In [1]:
import pandas as pd

In [2]:
pd.options.mode.chained_assignment = None
data_path = '../data/'

## Create Goal Difference

The idea here is to get goal difference of each team after each game. This is to be plotted later. I will be plotting the GD of Pl big six (Manchester United, Liverpool, Arsenal, Chelsea, Manchester City and Tottenham).

In [3]:
# load data
results = pd.read_csv(data_path + 'epl_results_2022-23.csv')

In [4]:
def calculate_goal_diff(results: pd.DataFrame, team: str):
    """
    This function calculates the goal difference of each matches.

    Parameters
    ----------
    results: pd.DataFrame()
    team: str

    Returns
    -------
    gd: pd.DataFrame()
    """
    
    # get all matches played by the team
    matches = results.loc[(results['AwayTeam'] == team) | (results['HomeTeam'] == team)]
    matches['GD'] = 0 # create a new column called GD

    matches_played = matches.shape[0]

    # # calculate goal difference depending on team is home or away
    matches.loc[matches['HomeTeam'] == team, 'GD'] = (matches['FTHG'] - matches['FTAG'])
    matches.loc[matches['AwayTeam'] == team, 'GD'] = matches['FTAG'] - matches['FTHG']

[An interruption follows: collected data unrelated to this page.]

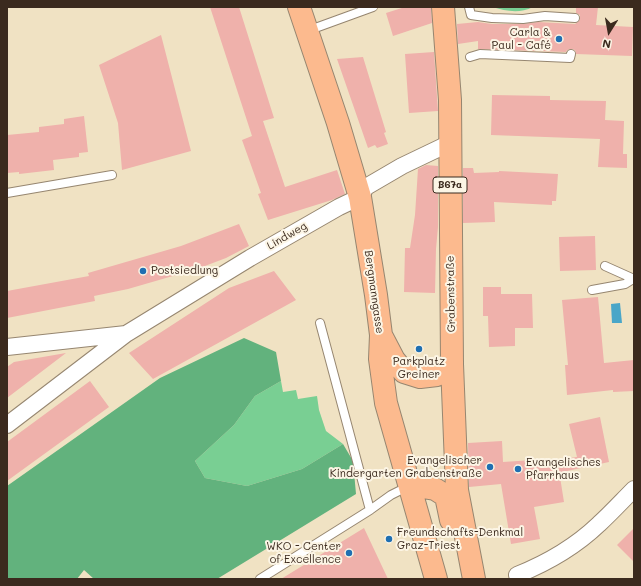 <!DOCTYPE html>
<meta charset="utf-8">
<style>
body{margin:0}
#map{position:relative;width:641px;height:586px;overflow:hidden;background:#f0e2c3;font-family:Mali,sans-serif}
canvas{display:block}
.frame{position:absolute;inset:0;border:8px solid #3b2a1e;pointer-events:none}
.north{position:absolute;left:589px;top:12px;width:40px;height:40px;-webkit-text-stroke:3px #fcf5e5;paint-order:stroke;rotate:191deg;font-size:11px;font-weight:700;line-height:16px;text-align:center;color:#3b2a1e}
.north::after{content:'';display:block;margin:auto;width:14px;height:18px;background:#3b2a1e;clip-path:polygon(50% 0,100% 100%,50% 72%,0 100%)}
</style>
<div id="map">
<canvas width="641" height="586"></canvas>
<div class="frame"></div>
<div class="north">N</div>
</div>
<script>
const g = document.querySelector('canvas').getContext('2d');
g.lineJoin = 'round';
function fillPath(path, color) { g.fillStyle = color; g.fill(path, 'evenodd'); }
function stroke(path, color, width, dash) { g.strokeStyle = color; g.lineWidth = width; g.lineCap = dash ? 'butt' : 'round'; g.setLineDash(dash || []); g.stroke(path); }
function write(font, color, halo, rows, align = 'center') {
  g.font = font + ' Mali,sans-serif'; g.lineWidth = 4; g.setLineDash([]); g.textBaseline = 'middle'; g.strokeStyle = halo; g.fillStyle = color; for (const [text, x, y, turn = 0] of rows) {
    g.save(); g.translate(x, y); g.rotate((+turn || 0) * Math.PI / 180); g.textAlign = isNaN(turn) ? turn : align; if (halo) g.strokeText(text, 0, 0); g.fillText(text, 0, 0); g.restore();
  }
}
const green = new Path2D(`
 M492,7H533C519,14 506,11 492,7Z
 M281,381L283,392L296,390L298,399L317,396L319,410L326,431L343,444L302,469L247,486L205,478L195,461L234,425L255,396Z`);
const forest = new Path2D(`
 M244,338L276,352L281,381L255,396L234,425L195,461L205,478L247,486L302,469L343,444L353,461L356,494L217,579H94L84,570L77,579H7V486L160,378Z`);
const water = new Path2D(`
 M620,303L622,323H612L611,304Z`);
const building = new Path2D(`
 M210,7H239L274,118L263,121L285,187L337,170L345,194L332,200L268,220L258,194L261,193L242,140L252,136Z
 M405,7H431L432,23L393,36L386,13Z
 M576,7H598L596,25L633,27L632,56L576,54L575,50L572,49L567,50L566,52L478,49V41L458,44L457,24L478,22L492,24H523L538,22L575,24L579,21L580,19V15L576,13Z
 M161,35L191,151L122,170L118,123L99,65Z
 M434,52L438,111L409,113L405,54Z
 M363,57L386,132L384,133L388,144L377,148L375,145L368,148L337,59Z
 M492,95L550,96V100L606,101L605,120L624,121L623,154H627V168L598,167L600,139L491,135Z
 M84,116L88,152L79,153V157L53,160L54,170L19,174V172L7,173V135L39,132V127L64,124V119Z
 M426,165L438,166V227L436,249L435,293L404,292L405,248H410L415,215L418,169Z
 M463,168H473L474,173L499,172V171L558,174L556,201H552V205L494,202L495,222L463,223Z
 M239,224L249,246L226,258L197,269L128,289L94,296L95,301L7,318V291L89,276L88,273L181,246Z
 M595,236L596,270L560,271L559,237Z
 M274,271L296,300L153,379L129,353L229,288Z
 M483,287H501V294H532L533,328H515V346L489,347L488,316H483Z
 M598,297L604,363L634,360V391L613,392V390L567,395L565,365H568L562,300Z
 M66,353L7,398V367L14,362Z
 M90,381L109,407L7,481V442Z
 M600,417L609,462L567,471L568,476L560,477L564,502L534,507L540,539L511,544L501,484L469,487L468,443L502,441L503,462L548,459L549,461L577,457L569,424Z
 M364,528L388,579H281Z
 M634,528V562L617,545Z`);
const service = new Path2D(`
 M469,7L471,15L492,18L523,19L545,16L575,18
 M307,31L373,7
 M470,57L480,54L570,58L571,54
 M7,193L112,175
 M605,266L634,279
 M592,290L625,284L633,279
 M320,323L370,510
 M260,579L370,510L391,495L409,486`);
const minor = new Path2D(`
 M7,347L126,334
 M7,425L126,334L250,258L339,207L360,197L366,187L402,166L450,143
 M517,575C547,563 575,547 599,524C611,513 622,501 634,489`);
const primary = new Path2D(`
 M299,7L338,123L360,197L376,295L381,335L380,359L386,403L436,579
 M443,7L450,100L452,364L457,490L474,579
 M382,337L394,360L404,372L420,377L437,375L452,364
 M410,485L435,489L446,496L451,520`);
const markers = [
 [559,39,4,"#1f6fb2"],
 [143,271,4,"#1f6fb2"],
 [419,349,4,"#1f6fb2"],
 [490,467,4,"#1f6fb2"],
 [518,469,4,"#1f6fb2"],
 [389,539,4,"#1f6fb2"],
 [349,553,4,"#1f6fb2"]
];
const shields = [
 [450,185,34]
];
const shieldNames = [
 ["B67a",450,185]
];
const poiNames = [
 ["Carla &",551,33],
 ["Paul - Café",551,46],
 ["Postsiedlung",151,271,"left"],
 ["Parkplatz",419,362,"center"],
 ["Greiner",419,375,"center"],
 ["Evangelischer",482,461],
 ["Kindergarten Grabenstraße",482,474],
 ["Evangelisches",526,463,"left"],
 ["Pfarrhaus",526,476,"left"],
 ["Freundschafts-Denkmal",397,533,"left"],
 ["Graz-Triest",397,546,"left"],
 ["WKO - Center",341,547],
 ["of Excellence",341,560]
];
const streetNames = [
 ["Lindweg",287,236,-30],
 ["Bergmanngasse",374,292,82],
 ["Grabenstraße",451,294,-91]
];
fillPath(green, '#79cf93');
fillPath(forest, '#62b27d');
fillPath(water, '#4aa6c8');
fillPath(building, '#efb1ab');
stroke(service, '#968670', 10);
stroke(minor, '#968670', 18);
stroke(primary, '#968670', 24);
stroke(service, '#fff', 8);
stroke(minor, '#fff', 16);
stroke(primary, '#fcba8e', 22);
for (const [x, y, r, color] of markers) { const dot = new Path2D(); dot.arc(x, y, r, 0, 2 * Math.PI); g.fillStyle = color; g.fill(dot); stroke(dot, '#fcf5e5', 1.5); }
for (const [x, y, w] of shields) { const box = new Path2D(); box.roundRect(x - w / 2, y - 8, w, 16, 3); g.fillStyle = '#fcf5e5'; g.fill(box); stroke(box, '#3b2a1e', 1); }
write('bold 10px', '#3b2a1e', null, shieldNames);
write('11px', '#3b2a1e', '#fcf5e5', poiNames, 'right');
write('11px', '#3b2a1e', '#fcf5e5', streetNames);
</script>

    # add up the goal differnce after each match
    gd = pd.DataFrame(matches['GD'].cumsum())
    gd.reset_index(inplace=True)
    gd.drop(columns=['index'], inplace=True)
    gd.insert(0, 'MatchDay', range(matches_played))

    return gd

In [5]:
# save the goal difference of PL big six
big_six = ['Man United', 'Man City', 'Liverpool', 'Arsenal', 'Tottenham', 'Chelsea']

for team in big_six:
    gd = calculate_goal_diff(results, team)
    gd.to_csv(data_path + team + '_goal_diff.csv', index=False)